Отрегулировав высоту табурета, я сидел в темноте, но опускать монеты в аппарат не торопился. Условия и в самом деле исключительно благоприятствовали размышлению. Давеча на перроне морского вокзала я смотрел, как струится дождь в луче прожектора — замкнутом, четко очерченном пространстве, лишенным вместе с тем материальных границ, словно пульсирующее пространство Ротко, теперь же я воображал, как порывы ветра сносят этот дождь из освещенного конуса в ночь, хотя реальный переход из света во тьму уловить невозможно, и дождь казался мне подобием мысли, которая, высвечиваясь на мгновение, одновременно исчезает, сменяясь самой собой. Потому что думаешь всегда о чем-то другом. Прекрасно лишь течение мысли, и только оно, ее тихое бормотание, не сливающееся с гулом мира. Попробуйте остановить мысль и зафиксировать ее содержание при свете дня, и вы получите — как бы это сформулировать, вернее, как бы обойтись без формулировок, чтобы сохранить размытость очертаний, — вы получите воду на ладони, утекшую сквозь пальцы, следы безжизненных капель, иссушенных светом. Отгородившись от внешней суеты, я сидел один в темной кабинке и думал — внутри меня воцарилась ночь. Лучше всего размышляется и мысль вольготнее всего петляет по изгибам привычного русла, когда ты на время прекращаешь сопротивляться необоримой реальности — тогда напряжение, накопленное, чтобы защищаться от ударов и ран, пусть мельчайших, начинает постепенно слабеть, будто камень спадает с души, и ты один в замкнутом пространстве, следуя течению своей мысли, постепенно переходишь от ощущения тяжести жизни к сознанию безнадежности бытия.

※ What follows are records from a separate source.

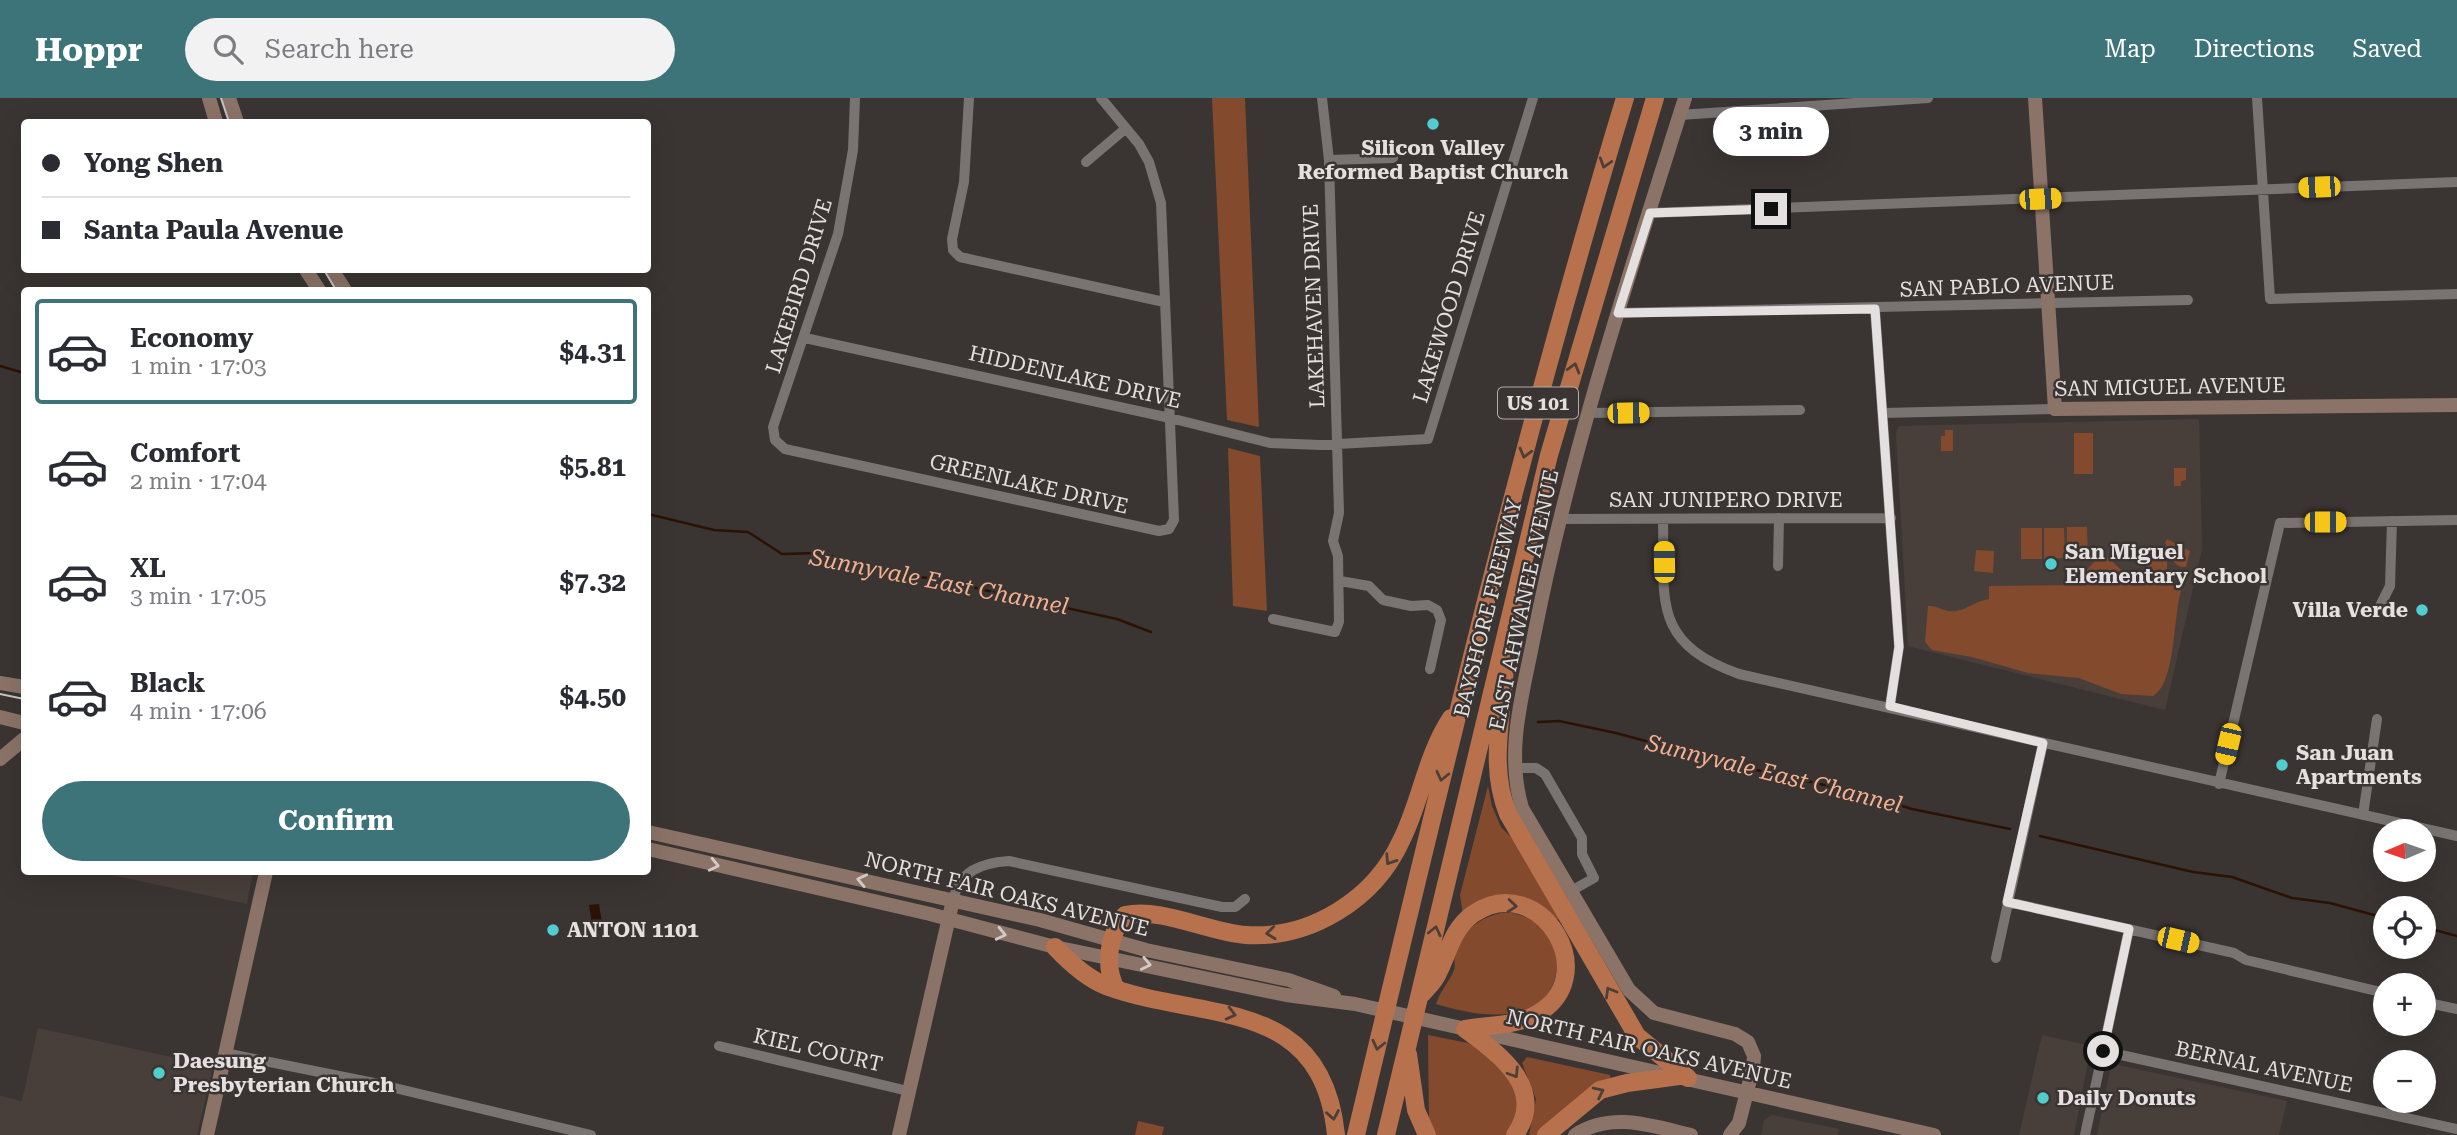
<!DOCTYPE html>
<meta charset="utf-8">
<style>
:root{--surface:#fff;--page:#f2f2f3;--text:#2b2b33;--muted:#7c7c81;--line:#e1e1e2;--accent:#3d7479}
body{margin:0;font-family:"Roboto Serif",serif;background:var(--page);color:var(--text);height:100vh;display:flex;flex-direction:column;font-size:26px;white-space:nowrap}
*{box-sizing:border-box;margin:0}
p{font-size:23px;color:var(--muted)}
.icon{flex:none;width:38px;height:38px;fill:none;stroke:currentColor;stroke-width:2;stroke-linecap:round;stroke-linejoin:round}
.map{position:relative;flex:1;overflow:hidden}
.details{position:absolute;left:21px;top:189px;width:630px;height:588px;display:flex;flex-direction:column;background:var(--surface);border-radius:7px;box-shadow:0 7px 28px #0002}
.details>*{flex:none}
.guide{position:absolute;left:21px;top:21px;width:630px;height:154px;border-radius:7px;box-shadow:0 7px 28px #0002;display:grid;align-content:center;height:154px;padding:0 21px;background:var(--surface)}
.needle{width:46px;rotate:268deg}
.buttons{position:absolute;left:2373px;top:721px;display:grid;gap:14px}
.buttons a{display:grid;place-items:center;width:63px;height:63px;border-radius:50%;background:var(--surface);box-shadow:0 7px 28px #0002;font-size:35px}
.end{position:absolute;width:32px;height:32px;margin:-16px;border:9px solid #e3e0df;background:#111;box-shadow:0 0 0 4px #111}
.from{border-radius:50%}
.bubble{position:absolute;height:49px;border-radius:24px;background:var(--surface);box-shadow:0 7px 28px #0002;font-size:23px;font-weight:700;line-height:49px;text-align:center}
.car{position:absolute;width:21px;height:42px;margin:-21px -10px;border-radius:9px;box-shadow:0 0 5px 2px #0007;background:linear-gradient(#f5c518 24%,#345 0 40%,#f5c518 0 76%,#345 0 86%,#f5c518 0)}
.guide b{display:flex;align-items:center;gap:24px;height:66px;font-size:26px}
.guide b+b{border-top:2px solid var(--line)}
.guide i{width:18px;height:18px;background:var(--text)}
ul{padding:12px 0 0;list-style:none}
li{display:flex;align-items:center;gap:21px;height:105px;margin:0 14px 10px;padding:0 7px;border:4px solid transparent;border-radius:7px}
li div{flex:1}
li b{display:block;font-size:26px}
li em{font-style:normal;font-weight:700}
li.on{border-color:var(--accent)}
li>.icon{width:63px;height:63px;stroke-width:1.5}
.cta{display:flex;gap:14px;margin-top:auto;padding:14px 21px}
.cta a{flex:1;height:80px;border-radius:42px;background:var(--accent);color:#fff;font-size:28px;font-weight:700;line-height:80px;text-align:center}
header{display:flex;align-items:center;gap:42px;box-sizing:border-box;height:98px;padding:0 35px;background:var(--accent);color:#fff}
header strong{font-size:33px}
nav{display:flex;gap:38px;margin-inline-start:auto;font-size:24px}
.search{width:490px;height:63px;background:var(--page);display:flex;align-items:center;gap:18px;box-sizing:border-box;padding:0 24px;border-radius:38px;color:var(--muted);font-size:26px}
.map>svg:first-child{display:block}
</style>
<header>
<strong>Hoppr</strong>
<div class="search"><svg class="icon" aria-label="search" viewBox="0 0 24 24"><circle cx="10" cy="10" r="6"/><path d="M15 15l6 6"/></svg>Search here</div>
<nav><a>Map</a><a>Directions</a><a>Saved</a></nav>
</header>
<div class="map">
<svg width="2457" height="1037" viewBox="0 0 2457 1037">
<rect width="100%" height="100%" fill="#3a3533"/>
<path fill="#493f3a" d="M2199,321L2202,451L2165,612L1908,548L1896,334L1899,328Z
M97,774H253L247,806Z
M38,930L213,968L197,1037H0V998L22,1003Z
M2042,937L2091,948L2074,1037H2019Z
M2118,967L2287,1003L2279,1037H2097L2110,973Z
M1772,1017L1839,1031L1838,1037H1761L1764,1022Z"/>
<path fill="#834a2d" d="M1212,0H1245L1259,329L1227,322Z
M1945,332H1953V353H1941V338H1945Z
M2074,335H2093V376H2074Z
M1228,350L1260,358L1267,513L1233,508Z
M2174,370H2186V382L2181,383V388H2174Z
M2067,429H2087L2088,460H2067Z
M2021,430H2042V461H2021Z
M2044,430H2064L2065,460L2044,461Z
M2167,441L2190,453L2186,469C2172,470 2171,455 2165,445Z
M1976,452L1994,453L1993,475L1974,473Z
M2103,455L2132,482L2076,483Z
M2152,458H2161L2167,464V480H2147V464Z
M2176,486L2181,493C2173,519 2176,585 2153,598L2121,596L2079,580L2028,575L1972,559L1932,552L1925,544L1928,508C1938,507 1945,515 1956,513C1968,511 1974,504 1989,501V488Z
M1488,688L1492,708L1501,729L1516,744L1559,821L1557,822L1536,808L1463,817L1460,797Z
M1508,814C1521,817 1539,822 1547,833C1567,861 1557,904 1522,913C1494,921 1463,914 1436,906C1440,893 1452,879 1454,872C1456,867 1453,861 1455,856C1463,830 1483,817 1508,814Z
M1428,937L1468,945L1498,961L1522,1006L1511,1037H1435L1429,1027Z
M1527,959L1610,977L1611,985L1542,1037H1529L1536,1001L1522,965Z
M1138,1023L1164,1029L1162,1037H1135Z"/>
<path fill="#2c1204" d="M599,806L603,831L593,833L589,807Z"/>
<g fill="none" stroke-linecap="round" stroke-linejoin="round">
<path stroke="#2c1204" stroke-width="2.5" d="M0,268L24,275
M648,416L714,432L748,434L782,456L820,455L903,477L960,484L979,491L1117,521L1151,534
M1538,624L1559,623L1616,635L1738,668L1861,695L1912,711L2010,731
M2040,738L2193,774L2232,779L2292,800L2330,805L2385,820
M2424,829L2457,838"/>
<path stroke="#797472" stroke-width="10" d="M855,0L853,52L838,136L773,329L775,342L785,351L1159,433L1169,431L1174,422L1161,105L1149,64L1139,46L1101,0
M969,0L964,84L952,141L953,152L960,159L1164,204
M2257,0L2270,201L2457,196
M1680,17L1928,0
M1329,62L1393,60
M1086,64L1125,31
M1650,115L2457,84
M1875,211L1899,549L1890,608
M1618,215L2188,202
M805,240L1170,320L1270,345L1320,347L1428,341L1533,0
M1588,315L1800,312
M1883,315L2055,311
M1561,421L1891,420
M1663,421C1665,501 1650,544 1739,576L2457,738
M1778,468L1779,420
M1340,483L1369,488L1383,502L1411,508L1428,507L1437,512L1441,522L1430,571
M2380,508L2390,488L2392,423
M1273,521L1335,534L1339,524L1338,458L1333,443L1339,415L1329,62L1322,0
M1514,670H1536L1545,676L1582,740V756L1594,780L1571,793
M2219,686L2280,425L2457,422
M2363,717L2377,621
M953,802C960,773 980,765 1009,763L1222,809H1235L1245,801
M2008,804L2234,855L2246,862L2385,895
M1996,860L2043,645
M2424,904L2457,911
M719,948L908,993
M2103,953L2457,1031
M225,955L374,985L591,1037
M2085,1037L2129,831"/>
<path stroke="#8c7367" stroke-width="14" d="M209,0L216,24
M229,0L237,24
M1685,0C1629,177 1570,355 1534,538C1523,596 1505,652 1522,710L1629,892L1654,915L1735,936L1748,944L1754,958L1753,970L1739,1025L1730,1037
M2035,0L2055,311L2457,307
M306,172L319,192
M332,172L345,192
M0,585L24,589
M0,619L24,625
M0,661L24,641
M648,734L1040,822L1146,852L1289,882L1334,898
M648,751L930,816L1055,849L1286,897L1355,906L1934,1037
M207,1037L266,774
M899,1037L953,802
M1575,1037C1612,1013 1652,1028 1691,1037"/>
<path stroke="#b8714d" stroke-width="18" d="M1505,567C1503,618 1488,667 1508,716L1637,938L1688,980
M1055,849C1069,864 1087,880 1106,888C1204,924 1322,897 1336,1037
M1116,891C1104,868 1108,837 1125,817C1161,809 1208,834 1246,837C1310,841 1374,802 1401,743C1421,703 1426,658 1451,620
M1422,896C1427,890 1435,883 1438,875C1449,854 1452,831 1473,816C1540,770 1608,881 1533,918C1513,928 1487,927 1465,931
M1465,931C1499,956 1547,990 1515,1037
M1408,956L1416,1012L1427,1037
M1356,1037C1439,689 1521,342 1625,0
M1386,1037L1549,357L1655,0
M1546,1037L1600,992L1627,985L1679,978"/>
<path stroke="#c8c5c4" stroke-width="2" d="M221,0L229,24
M324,172L336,192
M0,596L24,601"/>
</g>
<defs><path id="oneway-chevron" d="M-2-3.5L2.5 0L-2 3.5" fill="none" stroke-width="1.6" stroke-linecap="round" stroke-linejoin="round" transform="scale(1.75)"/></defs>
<g stroke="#4d3e37">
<use href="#oneway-chevron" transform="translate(1605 65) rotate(107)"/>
<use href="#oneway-chevron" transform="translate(1574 270) rotate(-74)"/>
<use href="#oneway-chevron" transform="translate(1525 355) rotate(105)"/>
<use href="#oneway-chevron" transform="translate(1442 678) rotate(103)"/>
<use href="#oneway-chevron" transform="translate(1390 762) rotate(123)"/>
<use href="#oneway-chevron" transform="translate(1512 808) rotate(5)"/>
<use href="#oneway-chevron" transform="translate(1435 833) rotate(-77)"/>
<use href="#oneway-chevron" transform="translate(1271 835) rotate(174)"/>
<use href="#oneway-chevron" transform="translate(1610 894) rotate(-120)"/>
<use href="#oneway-chevron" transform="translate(1231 916) rotate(14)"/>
<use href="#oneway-chevron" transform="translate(1378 947) rotate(103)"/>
<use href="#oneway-chevron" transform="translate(1514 975) rotate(58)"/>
<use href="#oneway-chevron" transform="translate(1599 994) rotate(-26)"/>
<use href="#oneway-chevron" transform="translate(1333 1017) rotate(80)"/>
</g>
<g stroke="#d2cac7">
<use href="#oneway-chevron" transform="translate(714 767) rotate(13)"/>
<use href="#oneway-chevron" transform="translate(862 782) rotate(-168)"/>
<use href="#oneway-chevron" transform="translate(1001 836) rotate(13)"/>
<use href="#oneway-chevron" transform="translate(1146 866) rotate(12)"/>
</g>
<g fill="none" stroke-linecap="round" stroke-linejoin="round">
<path stroke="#e3e0df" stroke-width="9" d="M1771,111L1650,115L1618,215L1875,211L1899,549L1890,608L2043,645L2007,804L2129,831L2103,953"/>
</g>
<g fill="#52cdcf" stroke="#3a3533" stroke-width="2.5">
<circle cx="1433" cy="26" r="7"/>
<circle cx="2051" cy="466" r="7"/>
<circle cx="2422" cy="512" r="7"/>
<circle cx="2282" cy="667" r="7"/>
<circle cx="553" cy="832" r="7"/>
<circle cx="159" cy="975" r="7"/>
<circle cx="2043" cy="1000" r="7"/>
</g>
<g text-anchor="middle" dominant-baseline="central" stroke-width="5" stroke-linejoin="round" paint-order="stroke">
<rect fill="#3a3533" stroke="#b0adab" stroke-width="2" x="1498" y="289.5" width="80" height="31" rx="5"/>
<g font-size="19" font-weight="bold" fill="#e3e0df">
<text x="1538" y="305">US 101</text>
</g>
<g font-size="21" font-weight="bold" fill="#e3e0df" stroke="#3a3533" text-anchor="start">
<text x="1433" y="50" text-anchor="middle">Silicon Valley<tspan x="1433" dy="24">Reformed Baptist Church</tspan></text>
<text x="2065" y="454">San Miguel<tspan x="2065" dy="24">Elementary School</tspan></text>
<text x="2408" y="512" text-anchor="end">Villa Verde</text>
<text x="2296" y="655">San Juan<tspan x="2296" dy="24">Apartments</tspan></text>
<text x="567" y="832">ANTON 1101</text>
<text x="173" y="963">Daesung<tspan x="173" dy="24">Presbyterian Church</tspan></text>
<text x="2057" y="1000">Daily Donuts</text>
</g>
<g font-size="21" fill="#e3e0df" stroke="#3a3533">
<text transform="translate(799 188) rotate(-73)">LAKEBIRD DRIVE</text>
<text transform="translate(2007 188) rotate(-2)">SAN PABLO AVENUE</text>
<text transform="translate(1314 208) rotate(-92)">LAKEHAVEN DRIVE</text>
<text transform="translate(1449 209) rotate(-73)">LAKEWOOD DRIVE</text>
<text transform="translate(1075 279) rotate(13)">HIDDENLAKE DRIVE</text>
<text transform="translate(2170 289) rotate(-1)">SAN MIGUEL AVENUE</text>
<text transform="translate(1029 386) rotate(13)">GREENLAKE DRIVE</text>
<text x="1726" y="402">SAN JUNIPERO DRIVE</text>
<text transform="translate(1524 502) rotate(-78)">EAST AHWANEE AVENUE</text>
<text transform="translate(1488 510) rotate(-76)">BAYSHORE FREEWAY</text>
<text transform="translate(1007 796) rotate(14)">NORTH FAIR OAKS AVENUE</text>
<text transform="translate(1649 951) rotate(13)">NORTH FAIR OAKS AVENUE</text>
<text transform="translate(818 952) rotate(13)">KIEL COURT</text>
<text transform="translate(2264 969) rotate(12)">BERNAL AVENUE</text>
</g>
<g font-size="23" font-style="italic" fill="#f6b190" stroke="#3a3533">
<text transform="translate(939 484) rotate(11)">Sunnyvale East Channel</text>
<text transform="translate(1774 676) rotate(14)">Sunnyvale East Channel</text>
</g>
</g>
</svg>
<div class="buttons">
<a><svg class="needle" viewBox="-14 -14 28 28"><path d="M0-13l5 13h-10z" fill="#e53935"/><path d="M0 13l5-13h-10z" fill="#7c7c81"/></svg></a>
<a><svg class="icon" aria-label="locate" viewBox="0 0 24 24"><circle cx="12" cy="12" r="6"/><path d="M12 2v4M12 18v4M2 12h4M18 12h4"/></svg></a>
<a>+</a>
<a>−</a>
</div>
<i class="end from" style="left:2103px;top:953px"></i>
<i class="end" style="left:1771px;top:111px"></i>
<div class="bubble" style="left:1713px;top:9px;width:116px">3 min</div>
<i class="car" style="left:2319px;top:89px;rotate:268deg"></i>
<i class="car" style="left:2040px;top:101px;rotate:87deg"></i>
<i class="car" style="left:1628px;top:315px;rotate:89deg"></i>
<i class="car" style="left:2325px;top:424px;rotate:90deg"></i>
<i class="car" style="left:1664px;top:464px;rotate:359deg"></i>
<i class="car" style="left:2228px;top:646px;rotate:193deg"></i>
<i class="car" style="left:2178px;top:842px;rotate:103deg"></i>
<div class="guide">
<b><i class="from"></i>Yong Shen</b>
<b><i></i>Santa Paula Avenue</b>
</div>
<section class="details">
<ul>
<li class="on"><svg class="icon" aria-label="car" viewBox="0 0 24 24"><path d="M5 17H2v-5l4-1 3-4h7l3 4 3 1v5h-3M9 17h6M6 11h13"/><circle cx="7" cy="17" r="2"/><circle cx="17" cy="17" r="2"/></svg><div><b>Economy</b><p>1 min · 17:03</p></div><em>$4.31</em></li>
<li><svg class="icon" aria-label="car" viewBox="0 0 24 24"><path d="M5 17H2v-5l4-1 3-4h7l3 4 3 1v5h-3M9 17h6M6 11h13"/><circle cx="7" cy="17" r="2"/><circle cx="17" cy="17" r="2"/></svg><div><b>Comfort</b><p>2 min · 17:04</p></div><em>$5.81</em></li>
<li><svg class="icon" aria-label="car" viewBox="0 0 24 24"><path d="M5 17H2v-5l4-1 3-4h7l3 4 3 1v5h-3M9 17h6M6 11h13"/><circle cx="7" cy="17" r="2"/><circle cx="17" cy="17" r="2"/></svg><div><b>XL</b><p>3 min · 17:05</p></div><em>$7.32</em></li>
<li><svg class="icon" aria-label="car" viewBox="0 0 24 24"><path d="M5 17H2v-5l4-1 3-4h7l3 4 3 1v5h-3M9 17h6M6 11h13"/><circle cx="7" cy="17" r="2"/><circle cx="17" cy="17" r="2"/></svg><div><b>Black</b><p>4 min · 17:06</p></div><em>$4.50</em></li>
</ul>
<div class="cta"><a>Confirm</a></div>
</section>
</div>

Паром покинул порт Ньюхейвена, позади осталась оранжевая пунктирная линия береговых огней. Море было темным, почти черным, и небо, беззвездное, безысходное, сливалось с ним на горизонте. Палуба быстро опустела, только за спиной у меня две фигуры в капюшонах лежали на скамейке, укрывшись шерстяными пледами. Подняв воротник пальто, я стоял, облокотившись о борт, и смотрел, как судно скользит по воде. Мы с ним неудержимо двигались вперед, я чувствовал, как тоже плыву, ласково, без усилий разрезая волны, это было просто, как тихая смерть или как жизнь, не знаю, все совершалось помимо моей воли, теплоход уносил меня в ночь, я глядел на пену, которая билась о корпус с легким плеском, мягким и размашистым, словно безмолвие, и жизнь моя катилась себе и катилась в бесконечном возрождении пенистой волны.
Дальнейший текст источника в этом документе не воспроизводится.